A 30 ans, Dagur Kari, barbu et rond, jovial et détendu, a réalisé un premier film profondément mélancolique sur un héros qui semble loin de lui : grande bringue totalement imberbe et constamment angoissée. Rencontre avec un jeune cinéaste islandais qui, l'air de rien, propose l'une des oeuvres les plus marquantes de l'année.
Quelle est l'Islande qui vous intéresse ?
Je ne cherche pas à faire un portrait réaliste de l'Islande. Ce qui m'intéresse, c'est de créer une nouvelle réalité, une Islande imaginaire. Mon premier court-métrage recréait mon Islande à l'intérieur d'une chambre d'hôtel.

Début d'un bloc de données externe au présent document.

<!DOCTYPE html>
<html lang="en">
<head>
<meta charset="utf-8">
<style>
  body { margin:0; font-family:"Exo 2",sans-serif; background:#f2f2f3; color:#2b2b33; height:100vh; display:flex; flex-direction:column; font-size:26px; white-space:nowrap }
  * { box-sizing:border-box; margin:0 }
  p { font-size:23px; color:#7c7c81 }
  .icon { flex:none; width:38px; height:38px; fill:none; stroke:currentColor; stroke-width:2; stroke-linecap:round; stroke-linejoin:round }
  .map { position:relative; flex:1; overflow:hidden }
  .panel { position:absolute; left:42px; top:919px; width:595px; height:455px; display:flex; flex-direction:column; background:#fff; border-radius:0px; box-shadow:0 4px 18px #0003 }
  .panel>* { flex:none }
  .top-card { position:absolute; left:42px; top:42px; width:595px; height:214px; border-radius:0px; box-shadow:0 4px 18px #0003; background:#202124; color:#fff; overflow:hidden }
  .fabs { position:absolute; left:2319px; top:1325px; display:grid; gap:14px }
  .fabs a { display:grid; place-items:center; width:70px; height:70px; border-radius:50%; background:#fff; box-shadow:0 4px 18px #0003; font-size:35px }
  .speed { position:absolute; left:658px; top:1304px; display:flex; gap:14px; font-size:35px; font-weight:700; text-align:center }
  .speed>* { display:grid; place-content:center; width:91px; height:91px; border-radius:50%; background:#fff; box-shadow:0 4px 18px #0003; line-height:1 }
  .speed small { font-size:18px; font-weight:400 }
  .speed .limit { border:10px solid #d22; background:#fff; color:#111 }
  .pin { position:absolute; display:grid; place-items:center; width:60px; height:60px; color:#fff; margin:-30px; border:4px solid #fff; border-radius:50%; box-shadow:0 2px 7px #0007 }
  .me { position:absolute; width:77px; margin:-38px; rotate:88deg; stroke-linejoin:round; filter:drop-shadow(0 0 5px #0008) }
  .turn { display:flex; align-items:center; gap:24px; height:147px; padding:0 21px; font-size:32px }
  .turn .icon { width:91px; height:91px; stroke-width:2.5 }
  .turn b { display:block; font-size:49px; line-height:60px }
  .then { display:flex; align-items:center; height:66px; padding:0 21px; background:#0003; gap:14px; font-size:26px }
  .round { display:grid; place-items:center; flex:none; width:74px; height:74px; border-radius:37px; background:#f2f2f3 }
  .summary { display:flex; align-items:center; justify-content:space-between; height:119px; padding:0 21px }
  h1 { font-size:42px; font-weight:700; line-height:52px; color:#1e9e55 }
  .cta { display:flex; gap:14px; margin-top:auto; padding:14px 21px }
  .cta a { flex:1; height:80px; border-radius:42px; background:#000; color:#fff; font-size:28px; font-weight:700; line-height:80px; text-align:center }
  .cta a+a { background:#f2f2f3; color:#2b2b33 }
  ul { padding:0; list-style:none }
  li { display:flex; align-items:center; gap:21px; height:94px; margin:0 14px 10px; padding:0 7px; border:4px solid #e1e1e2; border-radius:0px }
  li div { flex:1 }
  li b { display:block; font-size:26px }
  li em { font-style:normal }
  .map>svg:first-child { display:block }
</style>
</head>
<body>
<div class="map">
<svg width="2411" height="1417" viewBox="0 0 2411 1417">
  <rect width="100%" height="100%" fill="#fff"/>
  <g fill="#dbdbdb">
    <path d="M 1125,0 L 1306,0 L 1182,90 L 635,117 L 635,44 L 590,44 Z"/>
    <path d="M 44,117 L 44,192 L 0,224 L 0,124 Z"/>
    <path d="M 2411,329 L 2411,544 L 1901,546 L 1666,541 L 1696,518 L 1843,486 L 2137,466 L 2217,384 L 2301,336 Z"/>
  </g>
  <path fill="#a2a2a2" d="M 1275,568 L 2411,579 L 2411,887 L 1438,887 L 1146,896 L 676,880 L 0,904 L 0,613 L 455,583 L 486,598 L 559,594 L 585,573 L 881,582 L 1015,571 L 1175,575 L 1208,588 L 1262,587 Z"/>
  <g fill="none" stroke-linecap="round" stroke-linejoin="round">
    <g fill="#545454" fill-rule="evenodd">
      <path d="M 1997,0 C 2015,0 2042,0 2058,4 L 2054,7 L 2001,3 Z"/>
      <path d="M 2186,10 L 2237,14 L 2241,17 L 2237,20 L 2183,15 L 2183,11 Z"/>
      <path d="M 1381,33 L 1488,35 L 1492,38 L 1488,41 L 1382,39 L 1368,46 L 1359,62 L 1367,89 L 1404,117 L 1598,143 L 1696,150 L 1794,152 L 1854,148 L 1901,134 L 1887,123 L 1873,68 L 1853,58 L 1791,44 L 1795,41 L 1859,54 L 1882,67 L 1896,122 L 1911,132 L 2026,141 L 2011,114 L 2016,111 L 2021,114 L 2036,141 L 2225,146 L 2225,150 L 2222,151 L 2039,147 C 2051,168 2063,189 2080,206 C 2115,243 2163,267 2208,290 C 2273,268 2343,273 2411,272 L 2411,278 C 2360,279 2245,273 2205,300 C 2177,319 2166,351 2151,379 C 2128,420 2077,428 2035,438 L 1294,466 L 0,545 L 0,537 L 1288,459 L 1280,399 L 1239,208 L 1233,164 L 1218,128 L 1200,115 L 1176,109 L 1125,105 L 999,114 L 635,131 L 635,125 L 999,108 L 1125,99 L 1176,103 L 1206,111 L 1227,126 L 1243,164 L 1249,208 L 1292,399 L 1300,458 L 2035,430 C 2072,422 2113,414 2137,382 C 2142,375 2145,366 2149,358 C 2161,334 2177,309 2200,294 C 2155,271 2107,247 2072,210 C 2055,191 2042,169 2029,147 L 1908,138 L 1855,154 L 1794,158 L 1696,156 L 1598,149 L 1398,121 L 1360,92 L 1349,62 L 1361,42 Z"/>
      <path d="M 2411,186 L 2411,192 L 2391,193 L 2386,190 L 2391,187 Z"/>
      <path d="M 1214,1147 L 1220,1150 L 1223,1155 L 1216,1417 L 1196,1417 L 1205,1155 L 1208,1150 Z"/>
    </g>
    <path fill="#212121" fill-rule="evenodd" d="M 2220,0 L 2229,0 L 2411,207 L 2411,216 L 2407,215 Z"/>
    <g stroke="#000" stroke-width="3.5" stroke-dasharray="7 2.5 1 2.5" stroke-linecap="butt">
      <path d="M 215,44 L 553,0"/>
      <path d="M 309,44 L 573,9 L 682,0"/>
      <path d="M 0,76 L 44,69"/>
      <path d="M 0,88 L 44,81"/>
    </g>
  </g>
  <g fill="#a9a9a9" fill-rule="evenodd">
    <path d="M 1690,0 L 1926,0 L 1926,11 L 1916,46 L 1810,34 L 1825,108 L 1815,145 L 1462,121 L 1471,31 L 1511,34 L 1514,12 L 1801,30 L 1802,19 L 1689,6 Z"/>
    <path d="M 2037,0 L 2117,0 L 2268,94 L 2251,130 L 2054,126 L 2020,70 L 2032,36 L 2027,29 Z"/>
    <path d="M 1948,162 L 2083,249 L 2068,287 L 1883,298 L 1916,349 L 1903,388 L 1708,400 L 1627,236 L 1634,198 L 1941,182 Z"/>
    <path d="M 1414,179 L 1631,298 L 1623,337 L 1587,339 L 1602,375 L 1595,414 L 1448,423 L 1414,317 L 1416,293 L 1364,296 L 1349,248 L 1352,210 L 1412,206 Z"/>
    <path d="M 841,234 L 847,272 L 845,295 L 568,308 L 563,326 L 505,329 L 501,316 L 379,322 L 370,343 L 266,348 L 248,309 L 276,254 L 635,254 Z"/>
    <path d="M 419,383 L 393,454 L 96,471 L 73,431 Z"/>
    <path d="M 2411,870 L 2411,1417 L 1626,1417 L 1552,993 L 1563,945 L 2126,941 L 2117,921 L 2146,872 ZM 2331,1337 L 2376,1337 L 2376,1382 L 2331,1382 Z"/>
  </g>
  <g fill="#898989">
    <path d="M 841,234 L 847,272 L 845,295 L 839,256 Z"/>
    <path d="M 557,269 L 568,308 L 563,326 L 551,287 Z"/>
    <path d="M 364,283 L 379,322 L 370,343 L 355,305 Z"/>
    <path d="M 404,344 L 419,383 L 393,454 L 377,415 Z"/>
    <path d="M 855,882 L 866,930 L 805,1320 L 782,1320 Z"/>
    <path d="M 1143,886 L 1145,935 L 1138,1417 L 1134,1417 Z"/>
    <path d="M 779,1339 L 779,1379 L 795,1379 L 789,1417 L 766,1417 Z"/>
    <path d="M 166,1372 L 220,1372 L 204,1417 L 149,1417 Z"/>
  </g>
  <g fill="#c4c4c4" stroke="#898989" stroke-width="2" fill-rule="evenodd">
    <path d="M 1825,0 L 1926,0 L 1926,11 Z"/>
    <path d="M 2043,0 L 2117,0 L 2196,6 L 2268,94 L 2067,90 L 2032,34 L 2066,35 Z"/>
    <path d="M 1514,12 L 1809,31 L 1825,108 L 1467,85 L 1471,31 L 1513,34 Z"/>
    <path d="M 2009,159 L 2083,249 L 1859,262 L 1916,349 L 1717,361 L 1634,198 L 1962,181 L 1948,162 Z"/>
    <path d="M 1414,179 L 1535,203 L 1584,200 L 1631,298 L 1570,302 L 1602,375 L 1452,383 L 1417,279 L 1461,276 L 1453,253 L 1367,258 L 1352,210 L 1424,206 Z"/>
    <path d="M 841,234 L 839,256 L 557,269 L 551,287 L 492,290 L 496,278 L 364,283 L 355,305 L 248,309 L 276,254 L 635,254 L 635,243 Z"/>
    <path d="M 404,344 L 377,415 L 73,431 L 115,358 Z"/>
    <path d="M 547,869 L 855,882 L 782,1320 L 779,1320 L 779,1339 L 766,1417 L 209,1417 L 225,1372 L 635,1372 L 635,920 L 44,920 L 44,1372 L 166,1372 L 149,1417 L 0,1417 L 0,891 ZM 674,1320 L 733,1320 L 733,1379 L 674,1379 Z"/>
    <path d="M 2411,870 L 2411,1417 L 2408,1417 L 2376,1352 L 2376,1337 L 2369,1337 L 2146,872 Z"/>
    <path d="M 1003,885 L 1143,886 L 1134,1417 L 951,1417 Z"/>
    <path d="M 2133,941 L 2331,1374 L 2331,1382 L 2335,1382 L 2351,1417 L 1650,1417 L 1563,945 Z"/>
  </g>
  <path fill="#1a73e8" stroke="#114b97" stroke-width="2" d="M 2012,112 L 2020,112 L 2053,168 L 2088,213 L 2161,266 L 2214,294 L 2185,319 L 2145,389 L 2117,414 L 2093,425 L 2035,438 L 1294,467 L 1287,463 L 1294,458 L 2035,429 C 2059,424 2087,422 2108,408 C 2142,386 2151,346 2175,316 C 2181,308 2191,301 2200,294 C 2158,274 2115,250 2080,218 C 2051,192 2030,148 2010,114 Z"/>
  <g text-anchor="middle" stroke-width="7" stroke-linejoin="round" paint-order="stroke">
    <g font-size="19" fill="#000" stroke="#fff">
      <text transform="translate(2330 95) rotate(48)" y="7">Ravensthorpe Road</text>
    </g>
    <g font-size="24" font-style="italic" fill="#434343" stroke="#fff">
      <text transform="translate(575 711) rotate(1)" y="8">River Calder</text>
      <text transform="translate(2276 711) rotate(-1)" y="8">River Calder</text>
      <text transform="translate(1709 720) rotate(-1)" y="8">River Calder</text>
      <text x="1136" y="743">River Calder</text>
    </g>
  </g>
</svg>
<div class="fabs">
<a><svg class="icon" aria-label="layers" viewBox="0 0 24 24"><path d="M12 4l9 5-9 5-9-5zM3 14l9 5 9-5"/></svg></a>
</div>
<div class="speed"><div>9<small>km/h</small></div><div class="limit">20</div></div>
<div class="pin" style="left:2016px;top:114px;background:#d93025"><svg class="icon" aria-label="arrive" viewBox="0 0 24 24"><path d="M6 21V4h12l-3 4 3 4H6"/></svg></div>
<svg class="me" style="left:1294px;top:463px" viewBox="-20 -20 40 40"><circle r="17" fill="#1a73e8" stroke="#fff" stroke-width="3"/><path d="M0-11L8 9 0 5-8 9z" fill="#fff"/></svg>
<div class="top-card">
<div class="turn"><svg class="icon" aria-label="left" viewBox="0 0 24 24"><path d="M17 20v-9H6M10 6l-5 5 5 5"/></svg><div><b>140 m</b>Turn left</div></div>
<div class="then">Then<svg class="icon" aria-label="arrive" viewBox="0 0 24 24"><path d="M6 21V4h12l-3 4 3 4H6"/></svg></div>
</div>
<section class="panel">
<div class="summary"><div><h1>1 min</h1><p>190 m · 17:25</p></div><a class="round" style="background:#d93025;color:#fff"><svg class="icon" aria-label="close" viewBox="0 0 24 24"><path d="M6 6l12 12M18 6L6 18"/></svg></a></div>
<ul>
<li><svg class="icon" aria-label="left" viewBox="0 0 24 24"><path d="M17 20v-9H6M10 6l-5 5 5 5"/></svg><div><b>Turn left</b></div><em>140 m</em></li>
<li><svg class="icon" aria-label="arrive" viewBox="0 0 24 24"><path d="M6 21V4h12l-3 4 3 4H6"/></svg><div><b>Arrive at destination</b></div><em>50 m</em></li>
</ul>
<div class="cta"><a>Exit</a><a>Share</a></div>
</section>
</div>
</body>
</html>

Ce n'est pas l'Islande des guides touristiques, sa couleur, sa matière, le grain de son image sont ici très particuliers et obéissent surtout à des logiques de rythmes, de coloris, de sensations.
Vous avez choisi de tourner dans une petite ville isolée...
Le film se déroule à Bolungarvik, 957 habitants, entre un fjord reculé, la mer et le glacier, à l'ouest de l'île. En hiver, le fjord est coupé du monde, cerné de montagnes, comme une prison blanche. C'est plus facile de recréer une réalité à partir de rien, au centre de nulle part. Le premier projet voulait montrer Reykjavik, la capitale, mais toute l'animation qui y règne les taxis, les clubs, les gens bridait mon imagination. Reykjavik impose sa propre réalité, qui n'est pas la mienne. Bolungarvik, c'est une toile blanche, presque abstraite, de même que le personnage de Noi est albinos, c'est-à-dire un innocent.